PROVIDED DATA:
/---

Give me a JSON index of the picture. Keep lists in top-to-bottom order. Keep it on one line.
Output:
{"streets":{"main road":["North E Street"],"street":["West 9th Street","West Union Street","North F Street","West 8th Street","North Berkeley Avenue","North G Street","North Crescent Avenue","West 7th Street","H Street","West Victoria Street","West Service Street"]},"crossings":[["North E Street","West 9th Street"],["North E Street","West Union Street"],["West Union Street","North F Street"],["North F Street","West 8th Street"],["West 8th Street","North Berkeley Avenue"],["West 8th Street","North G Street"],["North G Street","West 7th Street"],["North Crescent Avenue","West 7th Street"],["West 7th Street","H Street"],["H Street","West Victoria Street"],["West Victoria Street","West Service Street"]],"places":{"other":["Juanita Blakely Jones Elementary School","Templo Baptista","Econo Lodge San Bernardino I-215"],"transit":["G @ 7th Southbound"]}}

\---
/---

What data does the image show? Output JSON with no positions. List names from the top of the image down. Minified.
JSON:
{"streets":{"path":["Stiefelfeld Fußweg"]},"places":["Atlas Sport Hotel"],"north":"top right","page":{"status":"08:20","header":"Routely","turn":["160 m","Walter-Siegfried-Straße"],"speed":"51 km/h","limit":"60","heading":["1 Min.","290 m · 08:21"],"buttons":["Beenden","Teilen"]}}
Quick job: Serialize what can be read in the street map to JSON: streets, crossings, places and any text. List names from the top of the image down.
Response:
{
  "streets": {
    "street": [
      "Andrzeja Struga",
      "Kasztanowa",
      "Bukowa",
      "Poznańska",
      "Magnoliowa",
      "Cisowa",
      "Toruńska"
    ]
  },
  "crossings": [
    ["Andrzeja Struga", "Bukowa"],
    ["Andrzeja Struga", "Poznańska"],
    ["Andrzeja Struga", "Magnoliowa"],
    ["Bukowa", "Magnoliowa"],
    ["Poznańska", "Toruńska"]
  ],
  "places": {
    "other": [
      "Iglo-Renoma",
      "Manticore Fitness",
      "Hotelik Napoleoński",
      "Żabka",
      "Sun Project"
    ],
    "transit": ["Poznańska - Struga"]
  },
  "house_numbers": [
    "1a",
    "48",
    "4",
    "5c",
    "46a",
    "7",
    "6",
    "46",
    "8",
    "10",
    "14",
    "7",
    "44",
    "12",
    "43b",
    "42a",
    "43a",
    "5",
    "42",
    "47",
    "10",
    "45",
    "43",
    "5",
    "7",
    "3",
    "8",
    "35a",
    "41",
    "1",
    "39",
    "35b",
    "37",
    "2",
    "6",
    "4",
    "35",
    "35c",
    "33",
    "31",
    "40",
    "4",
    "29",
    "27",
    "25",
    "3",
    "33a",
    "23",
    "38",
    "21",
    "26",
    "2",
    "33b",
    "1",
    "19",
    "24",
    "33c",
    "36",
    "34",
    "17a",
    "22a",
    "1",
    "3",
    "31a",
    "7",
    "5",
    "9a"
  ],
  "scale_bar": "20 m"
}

\---

HOW TO COMPLETE THIS TASK:
Find the word "from" in the data and show each line that holds it.

RESPONSE:
What data does the image show? Output JSON with no positions. List names from the top of the image down. Minified.
Quick job: Serialize what can be read in the street map to JSON: streets, crossings, places and any text. List names from the top of the image down.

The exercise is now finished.